Unit Conversion in PCB and Hardware Design
Hardware engineers move constantly between unit systems. Mechanical drawings may use millimeters, older PCB rules may use mils, fabrication notes may describe copper in ounces, and component data sheets may list dimensions in microns. The math is not difficult, but conversion mistakes can create real board errors. A trace width, clearance, drill size, or copper thickness entered in the wrong unit can change manufacturability and electrical behavior.
A mil is one thousandth of an inch, not one millimeter. One mil equals 0.0254 mm, or 25.4 microns. This unit is common in PCB layout because many historical design rules were specified in thousandths of an inch. Modern CAD tools often support both metric and imperial grids, so engineers need to convert accurately when reading older design notes or communicating with fabricators.
The risk is not only arithmetic; it is also communication. A mechanical engineer may discuss enclosure clearance in millimeters while a PCB designer discusses trace spacing in mils. A board house may list solder mask clearance in microns and minimum drill sizes in millimeters. A shared conversion reference reduces ambiguity during design reviews and helps catch assumptions before files are released for fabrication.
Copper Weight
PCB copper thickness is often specified by weight in ounces per square foot. One ounce copper corresponds to roughly 34.8 microns, or about 1.378 mils, of finished copper thickness before fabrication details are considered. Two ounce copper is approximately double that thickness. This matters for current carrying capacity, impedance, etching limits, and thermal spreading. A high-current board may require heavier copper or wider pours than a low-power digital board.
Why Small Errors Matter
A difference of a few mils can be significant for fine-pitch components, controlled-impedance routing, and manufacturing clearances. A via annular ring, solder mask web, or differential-pair gap may be close to the fabricator's minimum capability. Converting units explicitly helps avoid ambiguous instructions such as "make it ten wide" when one person means ten mils and another thinks in tenths of a millimeter.
Workflow Use
Unit conversion is useful during schematic review, footprint creation, stackup planning, mechanical fit checks, and layout constraints. It also helps when comparing online calculators, IPC formulas, and vendor capability tables that use different conventions. Keeping the converted values visible reduces friction and prevents the quiet arithmetic mistakes that tend to appear late in a board bring-up.
Engineering Judgment
Converted values should be treated as design inputs, not manufacturing guarantees. Finished copper thickness, plating, etch compensation, solder mask, and fabrication tolerance depend on the board house and process. For critical impedance, high current, or high voltage, engineers should use the fabricator's stackup and capability data rather than generic conversions alone. This tool is a fast reference for early design and review.

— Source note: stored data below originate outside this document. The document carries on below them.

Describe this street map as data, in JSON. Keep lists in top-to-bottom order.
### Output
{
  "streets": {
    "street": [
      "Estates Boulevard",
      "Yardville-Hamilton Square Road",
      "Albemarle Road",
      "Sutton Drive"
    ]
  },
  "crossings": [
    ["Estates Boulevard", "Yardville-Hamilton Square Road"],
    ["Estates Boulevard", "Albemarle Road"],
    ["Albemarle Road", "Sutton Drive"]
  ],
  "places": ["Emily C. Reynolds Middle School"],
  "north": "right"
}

Unit conversions are also useful when reading application notes from different eras or regions. RF layout guidance might describe a 50 mil spacing, while a modern connector drawing gives pad geometry in millimeters. Translating those values into a common mental scale makes it easier to compare recommendations and identify whether a rule is about manufacturing, electrical performance, or simple mechanical fit.
Rounding should match the manufacturing context. Reporting six decimal places can imply precision that the PCB process cannot hold, while rounding too aggressively can violate a minimum clearance. For drawings and design rules, keep enough significant figures to preserve the requirement and then apply the fabricator's stated tolerances. Conversion is exact; manufacturability is not.
Copper weight conversions are nominal. Plating, etch-back, surface finish, and process variation can change the finished conductor thickness. Controlled-impedance and high-current designs should use the fabricator actual stackup data rather than assuming ideal one-ounce or two-ounce copper thickness.
Mechanical constraints should be checked after conversion. A converted pad size may be electrically acceptable but still conflict with enclosure ribs, connector tolerances, or assembly clearance. Unit conversion keeps dimensions consistent, but the final board still needs cross-discipline review against mechanical drawings and fabrication notes.